At lunch in Valle Pass, our guide gave an excellent primer on the volcanic events that led to the formation of the Valles Caldera and Redondo, its resurgent dome. As we listened, we could actually look across Valle Pass at Redondo and Redondito sailing high above the caldera.

After lunch, we hiked down from Valle Pass into the caldera on the steep, historic Cañon de Valle Road. It was also how sheepherder's brought their flocks to the caldera for a summer of grazing on the vast grasslands. The road ended when we got to the edge of the caldera and no real trail continued beyond. We were easily able to navigate among the hummocks of grass while gaping at the stunning views of the Valles Caldera Rim and the intracaldera wonders like the resurgent dome, Redondo, and one of the caldera's ring fracture domes, Cerro del Medio.

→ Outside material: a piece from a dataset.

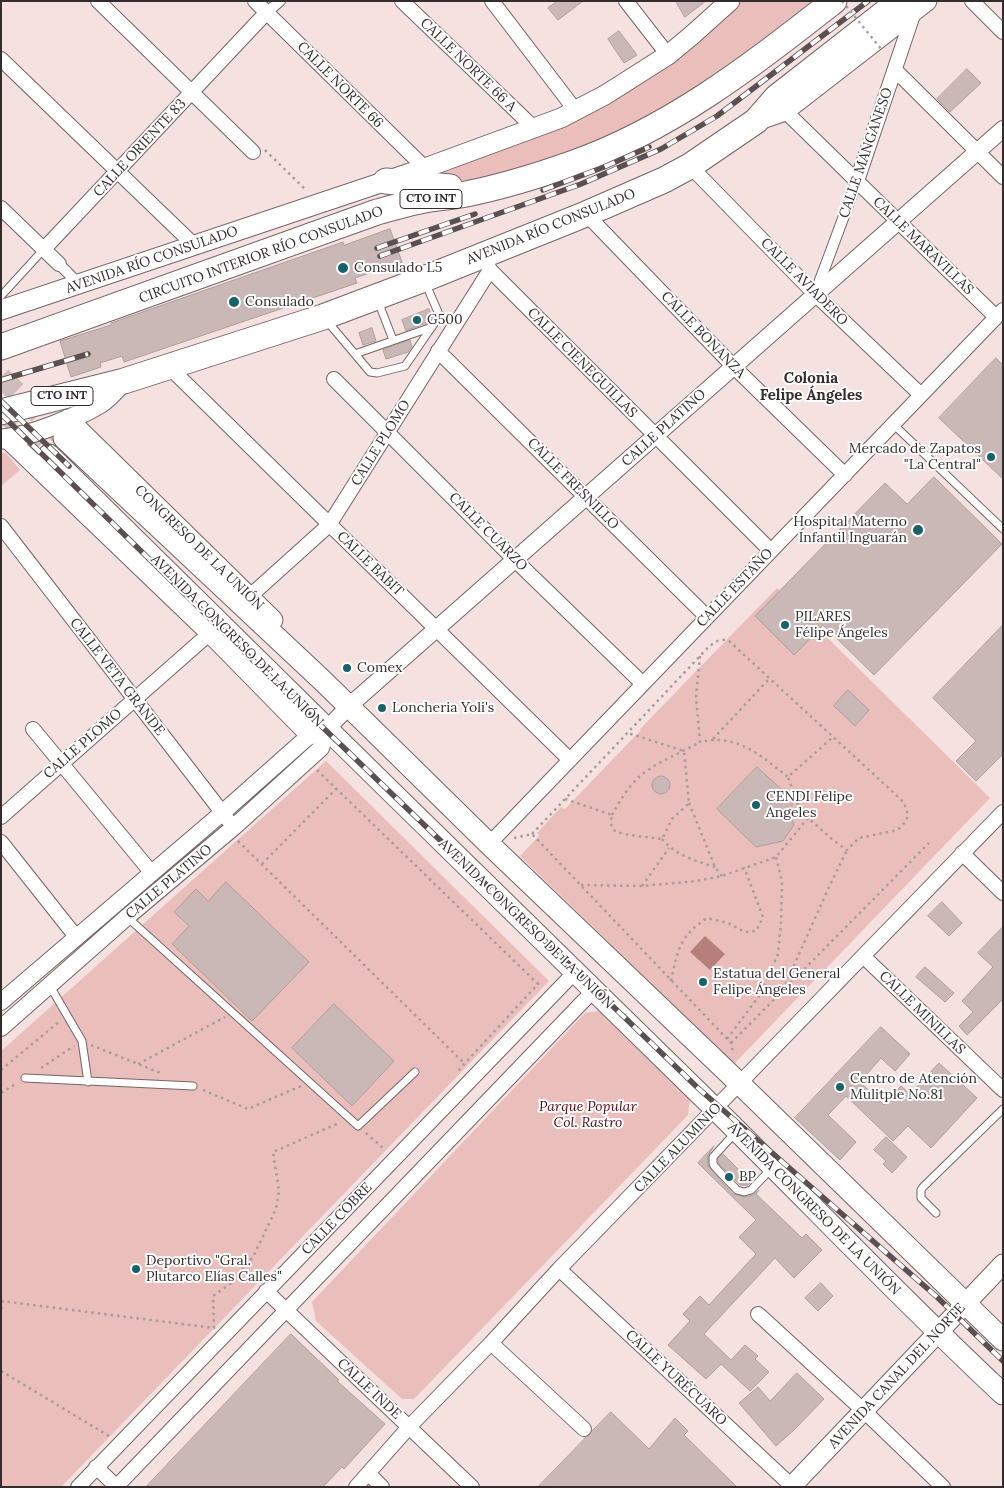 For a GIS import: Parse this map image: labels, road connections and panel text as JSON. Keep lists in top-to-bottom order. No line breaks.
{"streets":{"highway":["CTO INT","AVENIDA RÍO CONSULADO","CIRCUITO INTERIOR RÍO CONSULADO"],"main road":["CONGRESO DE LA UNIÓN","AVENIDA CONGRESO DE LA UNIÓN","AVENIDA CANAL DEL NORTE"],"street":["CALLE NORTE 66 A","CALLE NORTE 66","CALLE ORIENTE 83","CALLE MANGANESO","CALLE MARAVILLAS","CALLE AVIADERO","CALLE BONANZA","CALLE CIENEGUILLAS","CALLE PLATINO","CALLE PLOMO","CALLE FRESNILLO","CALLE CUARZO","CALLE BABIT","CALLE ESTAÑO","CALLE VETA GRANDE","CALLE MINILLAS","CALLE ALUMINIO","CALLE COBRE","CALLE YURÉCUARO","CALLE INDE"]},"crossings":[["CALLE NORTE 66 A","AVENIDA RÍO CONSULADO"],["CALLE NORTE 66","CALLE ORIENTE 83"],["CALLE NORTE 66","AVENIDA RÍO CONSULADO"],["CALLE MANGANESO","CTO INT"],["CALLE MANGANESO","AVENIDA RÍO CONSULADO"],["CALLE MANGANESO","CALLE MARAVILLAS"],["CALLE MANGANESO","CALLE AVIADERO"],["CALLE MANGANESO","CALLE PLATINO"],["CTO INT","AVENIDA RÍO CONSULADO"],["AVENIDA RÍO CONSULADO","CALLE MARAVILLAS"],["AVENIDA RÍO CONSULADO","CALLE AVIADERO"],["AVENIDA RÍO CONSULADO","CALLE BONANZA"],["AVENIDA RÍO CONSULADO","CALLE CIENEGUILLAS"],["AVENIDA RÍO CONSULADO","CALLE PLOMO"],["AVENIDA RÍO CONSULADO","CONGRESO DE LA UNIÓN"],["AVENIDA RÍO CONSULADO","CALLE BABIT"],["AVENIDA RÍO CONSULADO","AVENIDA CONGRESO DE LA UNIÓN"],["CALLE MARAVILLAS","CALLE PLATINO"],["CALLE MARAVILLAS","CALLE ESTAÑO"],["CALLE AVIADERO","CALLE PLATINO"],["CALLE AVIADERO","CALLE ESTAÑO"],["CALLE BONANZA","CALLE PLATINO"],["CALLE BONANZA","CALLE ESTAÑO"],["CALLE CIENEGUILLAS","CALLE PLATINO"],["CALLE CIENEGUILLAS","CALLE PLOMO"],["CALLE CIENEGUILLAS","CALLE ESTAÑO"],["CALLE PLATINO","CALLE FRESNILLO"],["CALLE PLATINO","CALLE CUARZO"],["CALLE PLATINO","CALLE BABIT"],["CALLE PLATINO","AVENIDA CONGRESO DE LA UNIÓN"],["CALLE PLATINO","CALLE VETA GRANDE"],["CALLE PLOMO","CALLE FRESNILLO"],["CALLE PLOMO","CALLE CUARZO"],["CALLE PLOMO","CONGRESO DE LA UNIÓN"],["CALLE PLOMO","CALLE BABIT"],["CALLE PLOMO","CALLE VETA GRANDE"],["CALLE FRESNILLO","CALLE ESTAÑO"],["CALLE CUARZO","CALLE ESTAÑO"],["CONGRESO DE LA UNIÓN","AVENIDA CONGRESO DE LA UNIÓN"],["CALLE BABIT","CALLE ESTAÑO"],["CALLE ESTAÑO","AVENIDA CONGRESO DE LA UNIÓN"],["AVENIDA CONGRESO DE LA UNIÓN","CALLE ALUMINIO"],["AVENIDA CONGRESO DE LA UNIÓN","CALLE COBRE"],["AVENIDA CONGRESO DE LA UNIÓN","AVENIDA CANAL DEL NORTE"],["CALLE MINILLAS","CALLE ALUMINIO"],["CALLE ALUMINIO","CALLE YURÉCUARO"],["CALLE ALUMINIO","CALLE INDE"],["CALLE COBRE","CALLE INDE"],["AVENIDA CANAL DEL NORTE","CALLE YURÉCUARO"]],"districts":["Colonia Felipe Ángeles"],"parks":["Parque Popular Col. Rastro"],"places":["Consulado L5","Consulado","G500","Mercado de Zapatos \"La Central\"","Hospital Materno Infantil Inguarán","PILARES Félipe Ángeles","Comex","Loncheria Yoli's","CENDI Felipe Angeles","Estatua del General Felipe Ángeles","Centro de Atención Mulitple No.81","BP","Deportivo \"Gral. Plutarco Elías Calles\""]}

Later, when we rested in a shady grove overlooking the Valle Grande, our guide told us a story about the wild and woolly days in the Valles Caldera when in 1851 a scheme was hatched to make loads of money. The plan was to take mules down the Cañon de Valle Road into the Valle Grande to pack hay back to the Army at Fort Marcy; instead the mules ate all the hay and the men were attacked by Navajos. Our trip ended on a happier note with no injuries!

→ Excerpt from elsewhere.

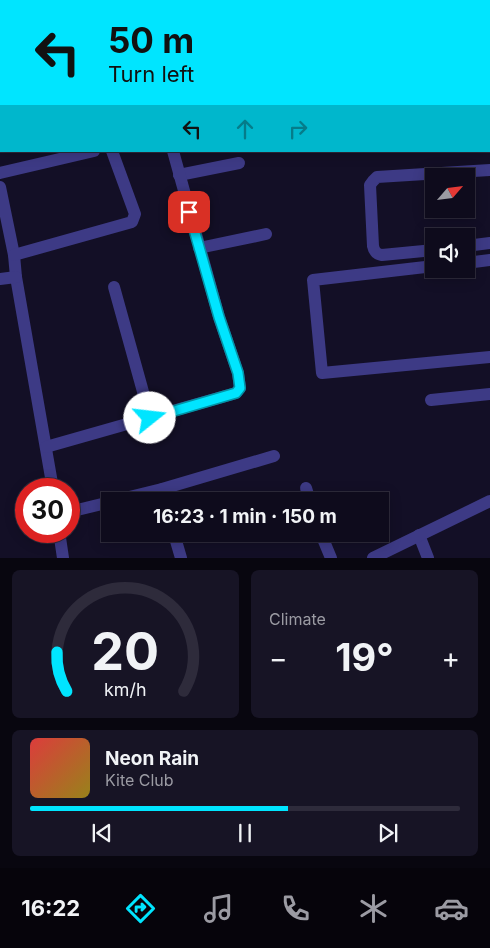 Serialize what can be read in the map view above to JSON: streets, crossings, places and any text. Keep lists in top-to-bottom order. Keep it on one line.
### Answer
{"north":"top right","page":{"turn":["50 m","Turn left"],"limit":"30","trip":"16:23 · 1 min · 150 m","tile":"Climate","heat":["−","19°","+"],"song":["Neon Rain","Kite Club"],"tabs":"16:22","gauge":["20","km/h"]}}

Late afternoon, when the hike ended and the car shuttle brought me back to my car, I found myself enthusiastically repeating "WOW, WOW, WOW!" on the drive home. What a wonderful day in the Preserve it was!! I hope this new paradigm spreads to other hiking groups who would like to do something different and more unstructured than the present line-up of tightly scheduled hikes and tours offered by the VCNP (in the 89,ooo acre VCNP, only 2 hikes are free and spontaneous, both located on the caldera's south side). I am grateful to all who arranged the trip, to all the drivers who shuttled us back to the Valle Canyon trailhead, and to our VCNP guide who helped us to greater understanding of what we saw along the way.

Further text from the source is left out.